Q1. Suppose that we design a deep architecture to represent a sequence by stacking self-attention layers with positional encoding. What could be issues? (paragraph format)

Ans1:

The issues for the above condition can be categorized into three different areas:

1. Depth
	- If the dataset is small or contains a lot of variation, then the deep models tend to memorize the data and overfit
	- If skip connections are not implemented between the layers, the gradient during backpropagation vanishes before it reaches some of the initial layers.
	- On a similar note, without proper regularization, normalization, and activations, the loss might be too significant and would lead to NaN gradients
2. Self attention
	- Self attention though revolutionary, requires large amounts of data(pre-training) before it can start performing significantly compared to RNNs
	- Self-attention can theoretically scale to Infinite sequence lengths. However, this scaling is done at the expense of quadratically increased time and space requirements.
	- Due to their fully connected nature, self-attention mechanisms tend to learn trivial solutions based on some inherent information.
3. positional encoding
	- If the relationships between various time steps are not based simply on their relative positions, then the classic sine /cosine encoding will not be able to encapsulate these relationships and will lead to a sub-optimal model.
	- Positional encoding could lead to an overfit model utterly dependent on the positions and failing to learn from the data embeddings.
	- On the other hand, a learnable encoding that could mitigate this issue would require vast amounts of data (with many variabilities) to capture the optimal encoding accurately.

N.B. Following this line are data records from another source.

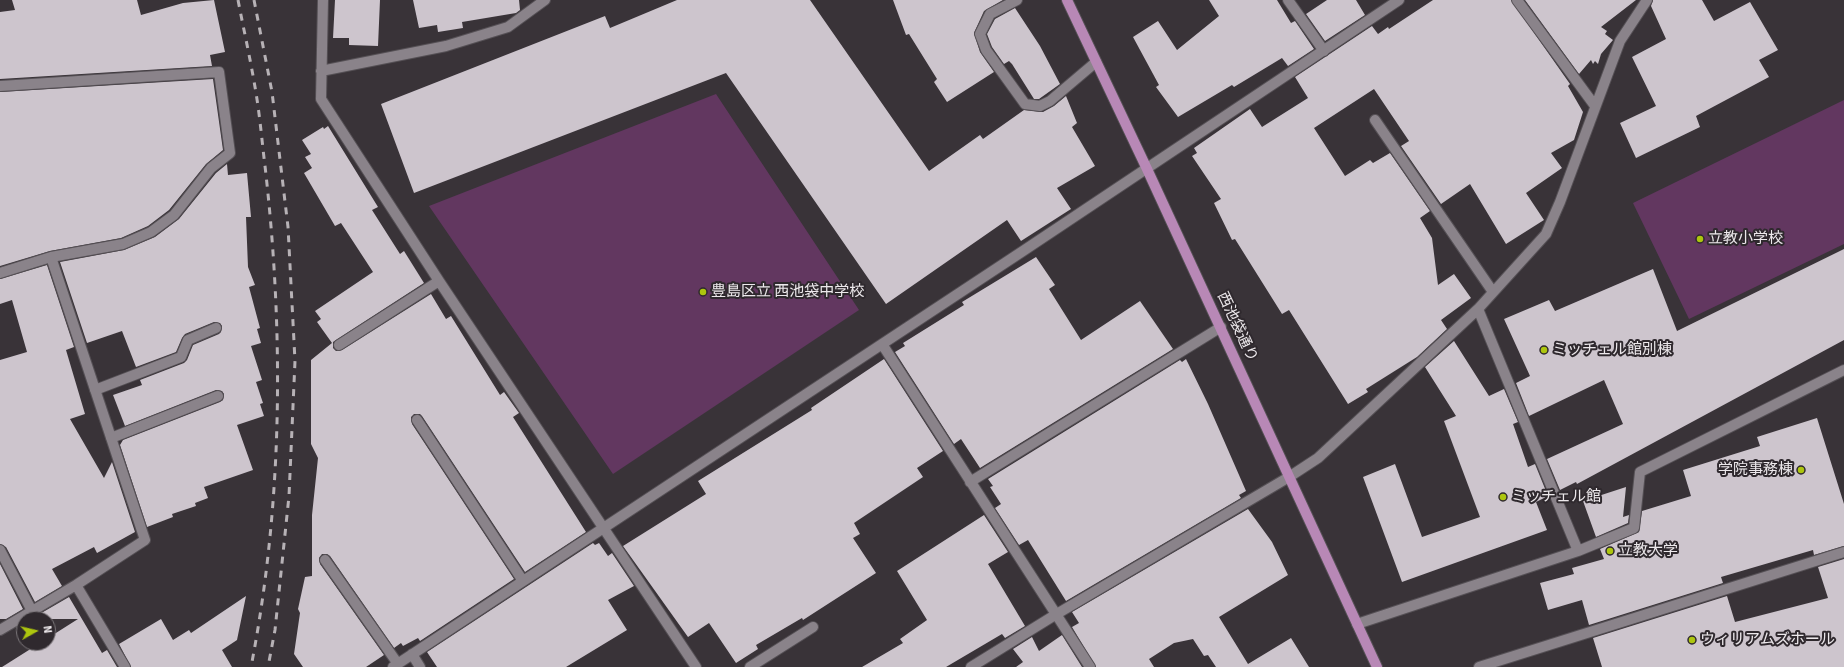 <!DOCTYPE html>
<html>
<head>
<meta charset="utf-8">
<style>
  body { margin:0 }
  #map { position:relative; width:1844px; height:667px; overflow:hidden; background:#393338; font-family:Signika,sans-serif }
  canvas { display:block }
  .north { position:absolute; left:16px; top:611px; width:40px; height:40px; box-sizing:border-box; background:#2f292e; border:1px solid #7b767a; border-radius:50%; rotate:82deg; font-size:11px; font-weight:700; line-height:16px; text-align:center; color:#ede9ec }
  .north::after { content:''; display:block; margin:auto; width:14px; height:18px; background:#adc60e; clip-path:polygon(50% 0,100% 100%,50% 72%,0 100%) }
</style>
</head>
<body>
<div id="map">
<canvas width="1844" height="667"></canvas>
<div class="north">N</div>
</div>
<script>
const context = document.querySelector('canvas').getContext('2d');
context.lineJoin = 'round';
function fillPath(path, color) { context.fillStyle = color; context.fill(path, 'evenodd'); }
function strokePath(path, color, width, dash) { context.strokeStyle = color; context.lineWidth = width; context.lineCap = dash ? 'butt' : 'round'; context.setLineDash(dash || []); context.stroke(path); }
function drawText(font, color, halo, rows, align = 'center') {
  context.font = font + ' Signika,"Noto Sans JP",sans-serif'; context.lineWidth = 4; context.setLineDash([]); context.textBaseline = 'middle'; context.strokeStyle = halo; context.fillStyle = color; for (const [text, x, y, turn = 0] of rows) {
    context.save(); context.translate(x, y); context.rotate((+turn || 0) * Math.PI / 180); context.textAlign = isNaN(turn) ? turn : align; if (halo) context.strokeText(text, 0, 0); context.fillText(text, 0, 0); context.restore();
  }
}
fillPath(new Path2D(`
  M716 94 859 310 613 474 429 206Z
  M1844 100V244L1689 319 1633 203Z`), '#623760');
fillPath(new Path2D(`
  M12 0H137L141 15 183 3 214 0 225 52 210 55 212 66 0 79V12L15 10Z
  M335 0H380L378 46 349 45V38H333Z
  M413 0H519L520 10 516 13 462 22 463 28 438 32 437 25 419 28Z
  M677 0H810L929 171 980 135 983 139 1024 110 1043 112 1054 106 1066 96 1077 123 1072 127 1095 166 1057 188 1071 209 1021 241 1007 220 886 304 726 73 414 193 381 104 605 16 610 28Z
  M893 0H1003L984 11 974 33 980 52 994 72 947 102 934 82 937 79 909 34 906 35Z
  M1209 0H1277L1291 23 1295 21 1314 49 1288 66 1282 58 1234 87 1232 85 1178 117 1156 87 1159 85 1133 37 1158 21 1177 50 1219 16Z
  M1327 0H1356L1365 15 1325 41 1306 14Z
  M1433 0H1511L1570 84 1568 86 1583 112 1574 140 1551 153 1562 168 1526 193 1544 220 1506 244 1470 184 1441 204 1401 146 1409 141 1374 89 1314 128 1345 176 1370 160 1373 163 1390 153 1430 211 1420 218 1432 238 1438 285 1454 274 1471 298 1441 320 1447 329 1417 357 1366 389 1368 392 1348 404 1289 310 1282 314 1235 239 1232 240 1214 203 1221 199 1192 156 1197 153 1194 148 1250 109 1262 127 1308 98 1295 77 1372 26 1378 34 1388 27 1389 29Z
  M1525 0H1636L1601 27 1607 31 1605 34 1613 40 1601 54 1598 64 1595 61 1593 64 1591 60 1579 74Z
  M1653 0H1702L1714 21 1750 2 1778 50 1759 60 1769 77 1696 116 1700 127 1636 158 1620 123 1656 106 1632 57 1666 39 1651 6Z
  M1015 8 1040 46 1060 84 1039 99H1034L1012 64 1009 61 1004 64 992 47 987 34 995 19Z
  M213 79 223 150 206 164 169 210 148 226 121 238 50 251 0 266V92Z
  M328 126 378 207 372 210 400 254 404 251 424 283 336 340 333 342V348L336 351 342 350 431 294 446 319 451 316 500 395 504 392 519 413 513 417 586 532 525 572 422 416 420 414H414L411 417 412 424 514 579 420 641 418 638 403 646 401 643 394 648 330 556 327 554H322L319 558 320 564 384 655 366 667H303L294 654 300 613 298 609 305 577 312 576V515L318 458 311 444V360L332 343 317 322 321 319 315 311 373 272 341 223 335 226 304 173 312 168 305 157 311 154 302 140 323 127 324 129Z
  M227 164 228 175 247 173 251 217H246L248 267 255 285 249 287 260 328 257 329 261 343 251 346 262 380 256 382 263 403 260 404 264 416 237 425 253 470 204 487 208 498 195 503 196 506 172 514 173 517 147 527 120 445 123 440 220 402 223 400 224 394 222 391 216 390 125 426 113 395 142 385 140 380 184 363 187 360 193 345 219 334 221 332 222 326 220 323 214 322 185 334 182 338 176 352 136 367 122 331 87 343 60 262 124 250 155 237 179 219 216 173Z
  M1844 249V340L1577 484 1576 482 1560 490 1547 459 1623 424 1604 380 1529 416 1516 383 1530 376 1504 319 1549 300 1555 311 1653 269 1677 331Z
  M1036 257 1055 285 1049 289 1081 340 1140 301 1173 349 980 468 961 439 954 444 895 352 905 346 903 343 964 305 962 302Z
  M47 265 74 347 66 350 85 414 70 419 104 478 112 462 135 532 97 553 94 547 52 569 62 586 35 602 6 547 0 544V360L27 352 12 300 0 304V279Z
  M1454 341 1489 396 1504 389 1518 422 1513 424 1528 467 1535 464 1548 496 1536 502 1547 530 1402 582 1363 477 1395 464 1422 537 1480 517 1444 421 1456 416 1425 367Z
  M884 359 943 451 917 468 923 477 854 523 860 534 853 538 876 573 803 620 802 618 756 645 758 649 736 663 709 623 688 637 623 546 706 494 698 481 812 410 811 408Z
  M1186 359 1208 404 1246 491 1239 495 1241 498 1066 601 1028 540 1019 545 995 508 1001 504 990 487 993 486 988 479 1180 360 1182 362Z
  M1817 418 1844 504V546L1814 555 1813 550 1721 577 1723 583 1589 625 1582 600 1548 610 1540 583 1574 574 1572 568 1604 559 1600 549 1639 532 1642 511 1691 496 1683 470 1760 446 1757 437Z
  M1626 487 1623 517 1629 515 1628 523 1596 537 1583 501Z
  M1248 509 1272 542 1288 575 1219 617 1248 664 1291 638 1309 667H1216L1208 655 1204 656 1193 639 1174 643 1149 659 1154 667H1096L1072 627 1079 623 1072 612Z
  M984 515 1008 552 988 564 1025 626 1005 638 1002 634 946 667H862L903 643 900 639 927 620 897 571Z
  M593 543 595 545 599 543 608 556 612 553 634 586 608 600 627 630 566 667H437L427 652Z
  M1844 559V667H1602L1593 638 1727 596 1735 622 1828 598 1818 567Z
  M0 564 23 609 6 619H0Z
  M246 596 237 640 222 650 232 667H131L119 644 161 619 173 640 189 630 191 633Z
  M69 597 102 653 107 650 117 667H2L40 643H48V638L78 619H31Z
  M1062 635 1082 667H1016L1023 662 1013 649 1032 637 1039 651Z`), '#cdc5cd');
const minor = new Path2D(`
  M323 0 321 99 439 281 696 667
  M1017 0 990 14 980 34 986 50 1025 104 1040 106 1050 101 1096 62
  M1288 0 1324 51
  M1517 0 1595 106
  M321 71 446 46 508 27 545 0
  M0 86 219 72 230 153 211 168 174 215 151 232 123 244 51 257 0 273
  M1375 120 1493 292
  M1478 309 1578 551
  M882 344 1090 667
  M339 345 439 281
  M95 390 181 357 188 340 216 328
  M417 420 523 581
  M111 438 218 396
  M970 482 1221 327
  M0 550 32 611
  M325 560 398 664
  M76 585 125 667
  M1357 624 1578 551 1634 528 1640 472 1844 370
  M0 630 76 585 145 540 51 257
  M412 654 420 667
  M393 667 1023 251 1399 0
  M750 667 813 627
  M971 667 1055 615 1289 477 1318 458 1478 309 1546 234 1560 202 1620 41 1647 0
  M1479 667 1844 552`);
const major = new Path2D(`
  M1067 0 1147 169 1377 667`);
strokePath(minor, '#555055', 12);
strokePath(major, '#555055', 12);
strokePath(minor, '#8a838a', 10);
strokePath(major, '#b888b6', 10);
strokePath(new Path2D(`
  M238 0C244 31 251 62 256 93 260 117 262 142 265 166 284 332 283 503 251 667
  M254 0 272 92 288 227 295 361 289 496 275 630 268 667`), '#b7b2b6', 3, [7, 7]);
for (const [x, y, r, color] of [
  [1700,239,4,"#adc60e"],
  [703,292,4,"#adc60e"],
  [1544,350,4,"#adc60e"],
  [1801,470,4,"#adc60e"],
  [1503,497,4,"#adc60e"],
  [1610,551,4,"#adc60e"],
  [1692,640,4,"#adc60e"]
]) { const dot = new Path2D(); dot.arc(x, y, r, 0, 2 * Math.PI); context.fillStyle = color; context.fill(dot); strokePath(dot, '#2f292e', 1.5); }
drawText('15px', '#ede9ec', '#2f292e', [
  ["立教小学校",1708,239],
  ["豊島区立 西池袋中学校",711,292],
  ["ミッチェル館別棟",1552,350],
  ["学院事務棟",1793,470,"right"],
  ["ミッチェル館",1511,497],
  ["立教大学",1618,551],
  ["ウィリアムズホール",1700,640]
], 'left');
drawText('15px', '#ede9ec', '#2f292e', [
  ["西池袋通り",1237,327,65]
]);
</script>
</body>
</html>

Self-attention and positional encodings are revolutionary inventions; however, they are much more computationally expensive than RNN and CNN-based architectures. Moreover, they are also highly data-hungry. However, we can achieve close to optimal performance with transformers with suitable normalization, regularization, well-processed datasets, and custom positional information to encapsulate relationships fully.


In [3]:
#Q2: Can you design a learnable positional encoding method using pytorch? (Create dummy dataset)


import torch
from torch import nn


class customEmbedding(nn.Module):
    def __init__(self, hidden_dim, sequence_len, vocab_size):
        super().__init__()

        self.embed = nn.Embedding(vocab_size,hidden_dim)
        self.pos_emb = nn.Embedding(sequence_len,hidden_dim)

    def forward(self,x): # 
        x = self.embed(x) + self.pos_emb.weight
        
        return x
        
vocab_size=1000
sequence_length=10
hidden_dim=256
cstmEmbed= customEmbedding(hidden_dim,sequence_length, vocab_size)
inputSeq = torch.randperm(vocab_size)[:sequence_length]
print("input is a sequence of integers of sequence_length(10):\n",inputSeq,"\n")

print("input shape:",inputSeq.shape)
print("positional_embedding shape:",cstmEmbed.pos_emb.weight.shape)
print("output shape:",cstmEmbed(inputSeq).shape)


input is a sequence of integers of sequence_length(10):
 tensor([829, 317, 761, 762, 535, 937, 935, 482, 541, 938]) 

input shape: torch.Size([10])
positional_embedding shape: torch.Size([10, 256])
output shape: torch.Size([10, 256])